↓

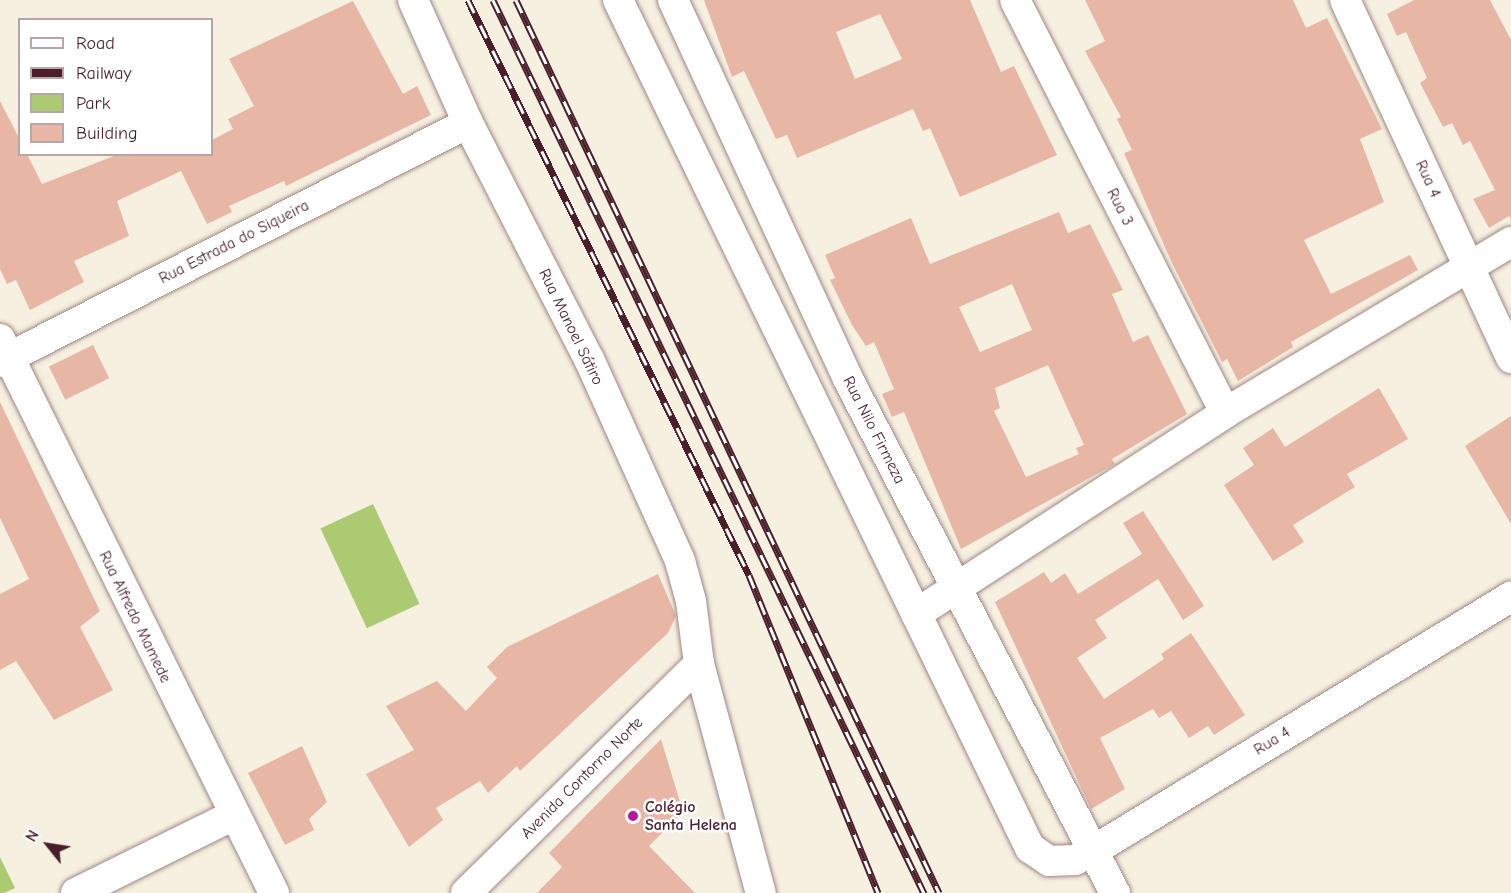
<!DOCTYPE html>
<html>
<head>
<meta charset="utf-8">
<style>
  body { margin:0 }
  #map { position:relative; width:1511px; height:893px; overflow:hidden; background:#f6f0e0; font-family:"Comic Neue",sans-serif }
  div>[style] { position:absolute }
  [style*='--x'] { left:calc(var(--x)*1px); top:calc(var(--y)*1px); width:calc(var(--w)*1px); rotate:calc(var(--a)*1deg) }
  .green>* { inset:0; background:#abca72; transform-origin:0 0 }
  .building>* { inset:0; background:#e8b6a5; transform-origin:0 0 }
  .roads { filter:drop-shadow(0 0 2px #a08886) drop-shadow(0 0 2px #a08886) }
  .minor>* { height:30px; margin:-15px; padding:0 15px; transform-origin:15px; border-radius:15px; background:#fff }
  .rail>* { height:7px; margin-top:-3.5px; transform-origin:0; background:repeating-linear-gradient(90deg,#fff 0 14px,#4a1f2b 0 28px); box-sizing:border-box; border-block:2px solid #4a1f2b }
  .dots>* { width:16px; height:16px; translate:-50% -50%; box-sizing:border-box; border:3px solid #fff; border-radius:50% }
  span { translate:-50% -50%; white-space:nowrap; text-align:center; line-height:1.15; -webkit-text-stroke:5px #fff; paint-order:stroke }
  .street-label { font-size:16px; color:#4a1f2b }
  .poi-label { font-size:16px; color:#4a1f2b; font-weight:700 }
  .left { translate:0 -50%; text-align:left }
  .legend { position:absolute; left:18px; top:18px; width:195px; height:138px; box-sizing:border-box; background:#fff; border:2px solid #b7a5aa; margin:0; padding:8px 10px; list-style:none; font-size:18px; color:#4a1f2b }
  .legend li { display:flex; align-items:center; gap:12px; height:30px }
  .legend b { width:30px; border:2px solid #b7a5aa }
  .north { position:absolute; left:18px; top:815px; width:60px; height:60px; -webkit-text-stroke:4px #fff; paint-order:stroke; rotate:300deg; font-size:16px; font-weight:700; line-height:24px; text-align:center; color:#4a1f2b }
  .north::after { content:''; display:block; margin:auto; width:21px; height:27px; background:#4a1f2b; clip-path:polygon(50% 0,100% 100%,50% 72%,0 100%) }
</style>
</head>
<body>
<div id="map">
  <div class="green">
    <div style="left:373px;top:504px;width:110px;height:58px;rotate:65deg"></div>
    <div style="clip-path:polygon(0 857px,15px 888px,4px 893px,0 893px)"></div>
  </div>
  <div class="building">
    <div style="clip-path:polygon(evenodd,704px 0,970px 0,1001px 72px,1014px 66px,1057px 155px,960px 197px,930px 128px,923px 131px,913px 109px,797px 158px,787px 135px,776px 139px,744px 71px,732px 77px,704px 0,880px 14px,902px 59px,855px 79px,836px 32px,880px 14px)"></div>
    <div style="clip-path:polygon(1085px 0,1293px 0,1306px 28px,1327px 18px,1382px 129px,1360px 139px,1384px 202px,1304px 240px,1331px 294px,1410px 255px,1418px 270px,1291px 342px,1293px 347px,1238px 381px,1227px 359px,1222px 362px,1171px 261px,1124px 153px,1132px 150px,1117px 119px,1121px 117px,1085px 51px,1105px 41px)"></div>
    <div style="clip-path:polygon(1414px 0,1490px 0,1511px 40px,1511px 220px,1509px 216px,1489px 228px,1473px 199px,1495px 190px,1470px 141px,1463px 145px,1452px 123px,1443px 127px,1420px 83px,1427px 78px,1406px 32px,1397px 36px,1387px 14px)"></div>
    <div style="clip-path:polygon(353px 1px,403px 94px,417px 86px,431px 115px,286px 186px,284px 181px,229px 206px,232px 212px,207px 224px,181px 171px,117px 201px,129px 236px,74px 261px,84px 282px,30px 310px,16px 280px,7px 284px,0 269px,0 101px,20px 140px,20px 154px,27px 154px,42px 184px,119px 154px,212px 154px,212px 140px,233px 129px,228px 119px,254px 106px,229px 59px)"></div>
    <div style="clip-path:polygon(evenodd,1059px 212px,1068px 233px,1090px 224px,1123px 290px,1112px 294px,1133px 342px,1148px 335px,1187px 414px,1112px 459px,1115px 464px,961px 549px,904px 412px,892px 417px,882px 394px,894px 389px,874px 342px,866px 346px,852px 325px,830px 280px,835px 278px,825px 255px,911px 218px,930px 264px,1059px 212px,1012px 284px,1032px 330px,980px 352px,959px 307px,1012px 284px,1059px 212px,1048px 365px,1084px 445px,1076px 448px,1079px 454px,1026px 477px,994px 411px,1000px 408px,995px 388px,1048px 365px)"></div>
    <div style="left:93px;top:345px;width:37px;height:49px;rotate:64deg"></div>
    <div style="clip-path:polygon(1379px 388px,1408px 439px,1347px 474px,1355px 487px,1293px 525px,1304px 542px,1273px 561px,1224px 485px,1254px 465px,1243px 448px,1273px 428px,1285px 447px)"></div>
    <div style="clip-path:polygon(0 402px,100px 611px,80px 627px,113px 690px,54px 720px,16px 661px,0 670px,0 594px,29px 579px,0 518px)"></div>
    <div style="clip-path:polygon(1511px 416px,1511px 524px,1465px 446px)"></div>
    <div style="clip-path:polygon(1143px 511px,1204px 606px,1183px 620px,1158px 579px,1095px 620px,1107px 638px,1077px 658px,1104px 699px,1164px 659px,1161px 654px,1191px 633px,1245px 715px,1214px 735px,1208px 726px,1189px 738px,1171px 711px,1159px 718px,1153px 709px,1100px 738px,1125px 789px,1091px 809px,995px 602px,1044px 572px,1051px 583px,1065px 573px,1078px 594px,1142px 554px,1123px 523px)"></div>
    <div style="clip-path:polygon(658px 574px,676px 616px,668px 633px,520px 771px,517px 766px,488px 793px,480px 781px,436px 808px,443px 820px,409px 847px,366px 774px,414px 750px,386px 706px,437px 681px,466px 711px,497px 678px,487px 667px,507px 647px)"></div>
    <div style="clip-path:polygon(661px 739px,683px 812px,649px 846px,695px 893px,537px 893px,562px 867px,549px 853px)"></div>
    <div style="clip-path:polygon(302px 746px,327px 802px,309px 819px,314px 830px,285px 845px,248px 773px)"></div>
  </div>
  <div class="roads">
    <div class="minor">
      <div style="--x:413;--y:0;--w:135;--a:65.9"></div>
      <div style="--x:468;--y:123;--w:265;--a:62.9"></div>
      <div style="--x:589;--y:359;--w:222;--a:65.7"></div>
      <div style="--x:680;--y:561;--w:41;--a:74.6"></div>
      <div style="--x:691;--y:601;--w:64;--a:82.8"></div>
      <div style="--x:699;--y:664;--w:237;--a:74.9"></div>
      <div style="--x:618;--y:0;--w:943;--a:64.09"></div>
      <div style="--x:1030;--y:848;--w:23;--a:34"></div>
      <div style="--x:1049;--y:861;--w:26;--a:-2"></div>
      <div style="--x:1075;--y:860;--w:24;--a:-28"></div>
      <div style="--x:1096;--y:849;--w:486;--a:-31.3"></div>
      <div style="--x:673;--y:0;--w:417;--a:65.2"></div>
      <div style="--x:848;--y:379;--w:579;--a:62.55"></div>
      <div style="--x:1015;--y:0;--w:463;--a:63"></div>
      <div style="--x:1345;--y:0;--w:395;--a:65.1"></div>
      <div style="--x:0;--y:339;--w:618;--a:63.68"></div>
      <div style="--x:0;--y:362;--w:525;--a:-27.05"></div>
      <div style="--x:916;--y:614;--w:369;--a:-33"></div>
      <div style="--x:1225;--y:413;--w:333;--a:-30.9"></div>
      <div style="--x:76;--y:893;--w:174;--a:-26.3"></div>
      <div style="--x:466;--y:893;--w:327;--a:-44.5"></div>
    </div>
  </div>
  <div class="rail">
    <div style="--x:468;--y:0;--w:640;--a:63.96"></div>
    <div style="--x:749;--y:575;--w:343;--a:67.9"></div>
    <div style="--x:493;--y:0;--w:992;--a:64.24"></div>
    <div style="--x:516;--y:0;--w:988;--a:64.65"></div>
  </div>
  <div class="dots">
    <div style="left:633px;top:816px;background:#b5179e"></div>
  </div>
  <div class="street-label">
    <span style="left:1428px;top:179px;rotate:65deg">Rua 4</span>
    <span style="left:1120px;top:207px;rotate:63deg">Rua 3</span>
    <span style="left:234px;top:242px;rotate:-27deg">Rua Estrada do Siqueira</span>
    <span style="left:571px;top:327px;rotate:64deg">Rua Manoel Sátiro</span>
    <span style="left:874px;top:430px;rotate:63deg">Rua Nilo Firmeza</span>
    <span style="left:135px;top:617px;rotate:64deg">Rua Alfredo Mamede</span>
    <span style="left:1272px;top:741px;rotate:-32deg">Rua 4</span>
    <span style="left:582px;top:778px;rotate:-45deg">Avenida Contorno Norte</span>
  </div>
  <div class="poi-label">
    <span class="left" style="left:645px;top:816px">Colégio<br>Santa Helena</span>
  </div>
  <ul class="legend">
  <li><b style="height:8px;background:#fff"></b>Road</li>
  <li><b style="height:8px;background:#4a1f2b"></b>Railway</li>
  <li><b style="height:16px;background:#abca72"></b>Park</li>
  <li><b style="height:16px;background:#e8b6a5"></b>Building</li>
  </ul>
  <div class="north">N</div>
</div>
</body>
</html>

↑

Reproduce the records word for word, please, from their first line up to and including the line that contains "width:16px; height:16px; translate:-50%", but no pictures.

<!DOCTYPE html>
<html>
<head>
<meta charset="utf-8">
<style>
  body { margin:0 }
  #map { position:relative; width:1511px; height:893px; overflow:hidden; background:#f6f0e0; font-family:"Comic Neue",sans-serif }
  div>[style] { position:absolute }
  [style*='--x'] { left:calc(var(--x)*1px); top:calc(var(--y)*1px); width:calc(var(--w)*1px); rotate:calc(var(--a)*1deg) }
  .green>* { inset:0; background:#abca72; transform-origin:0 0 }
  .building>* { inset:0; background:#e8b6a5; transform-origin:0 0 }
  .roads { filter:drop-shadow(0 0 2px #a08886) drop-shadow(0 0 2px #a08886) }
  .minor>* { height:30px; margin:-15px; padding:0 15px; transform-origin:15px; border-radius:15px; background:#fff }
  .rail>* { height:7px; margin-top:-3.5px; transform-origin:0; background:repeating-linear-gradient(90deg,#fff 0 14px,#4a1f2b 0 28px); box-sizing:border-box; border-block:2px solid #4a1f2b }
  .dots>* { width:16px; height:16px; translate:-50% -50%; box-sizing:border-box; border:3px solid #fff; border-radius:50% }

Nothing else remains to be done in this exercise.